(Data shown begins)
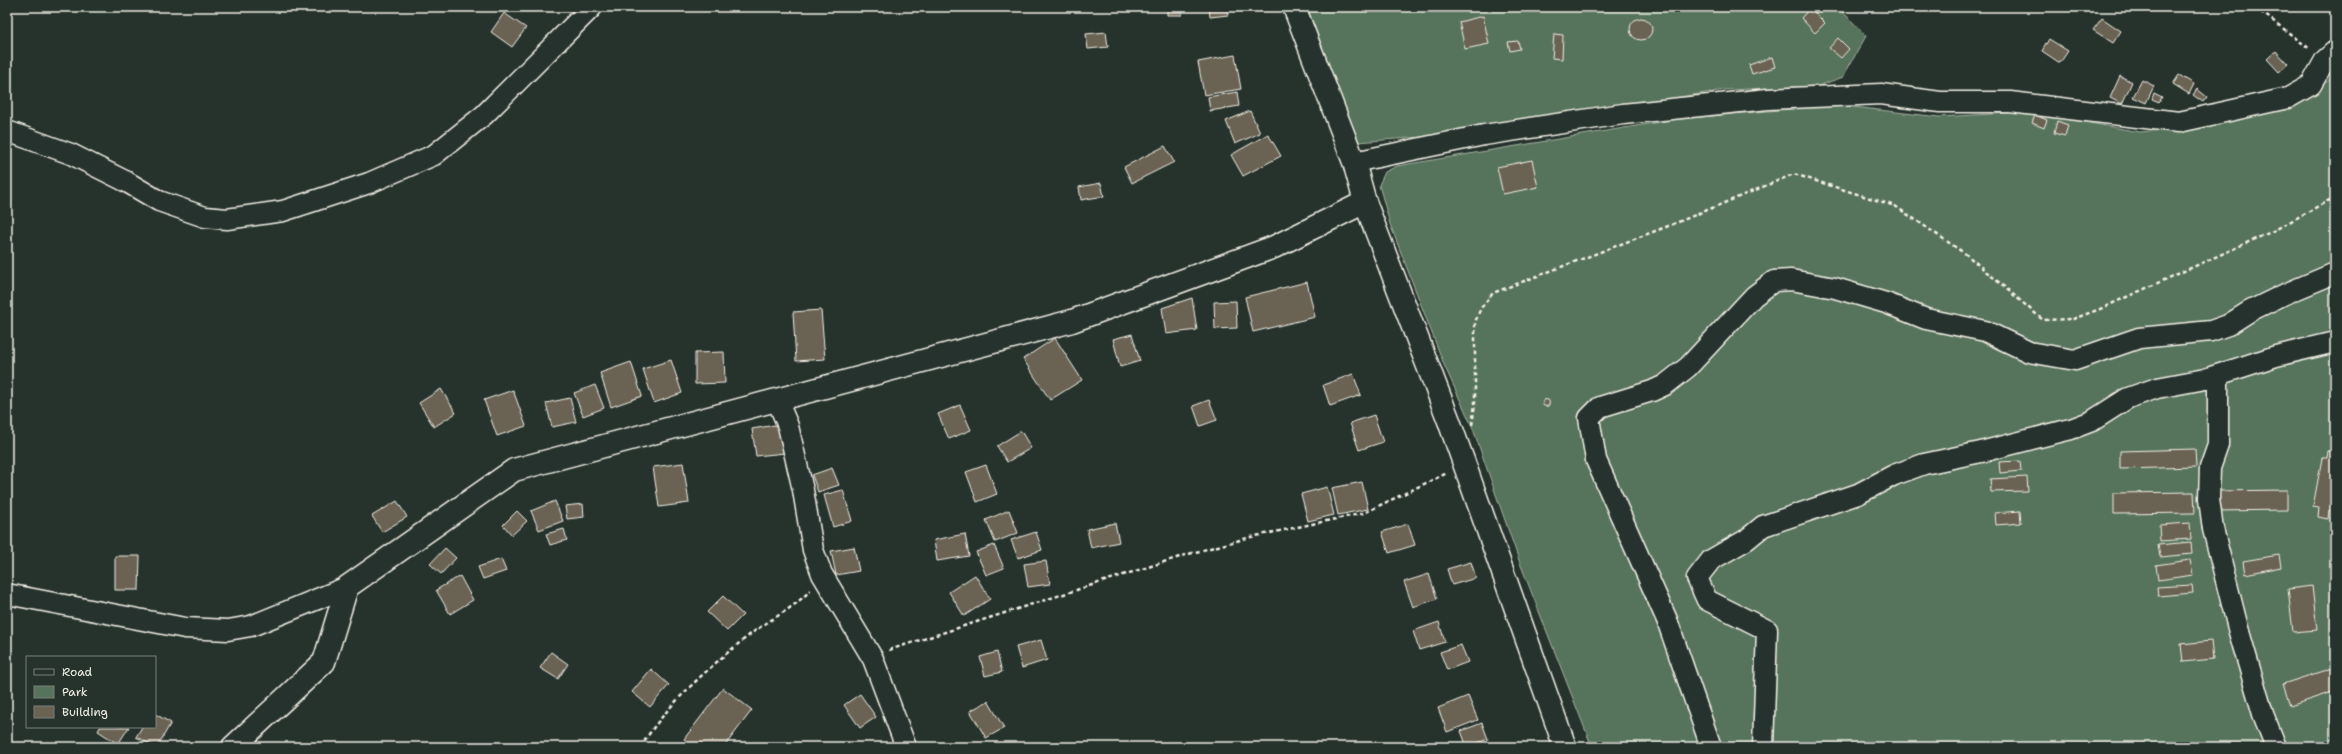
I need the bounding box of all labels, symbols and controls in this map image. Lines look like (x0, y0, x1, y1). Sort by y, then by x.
legend (26, 656, 156, 728)
text: Road (62, 664, 93, 680)
text: Park (62, 684, 88, 700)
text: Building (62, 704, 108, 720)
(Data shown ends)
◆ **About this exercise**
Pictures aside, every entry above must be repeated exactly.

◆ **Response to this task**
I need the bounding box of all labels, symbols and controls in this map image. Lines look like (x0, y0, x1, y1). Sort by y, then by x.
legend (26, 656, 156, 728)
text: Road (62, 664, 93, 680)
text: Park (62, 684, 88, 700)
text: Building (62, 704, 108, 720)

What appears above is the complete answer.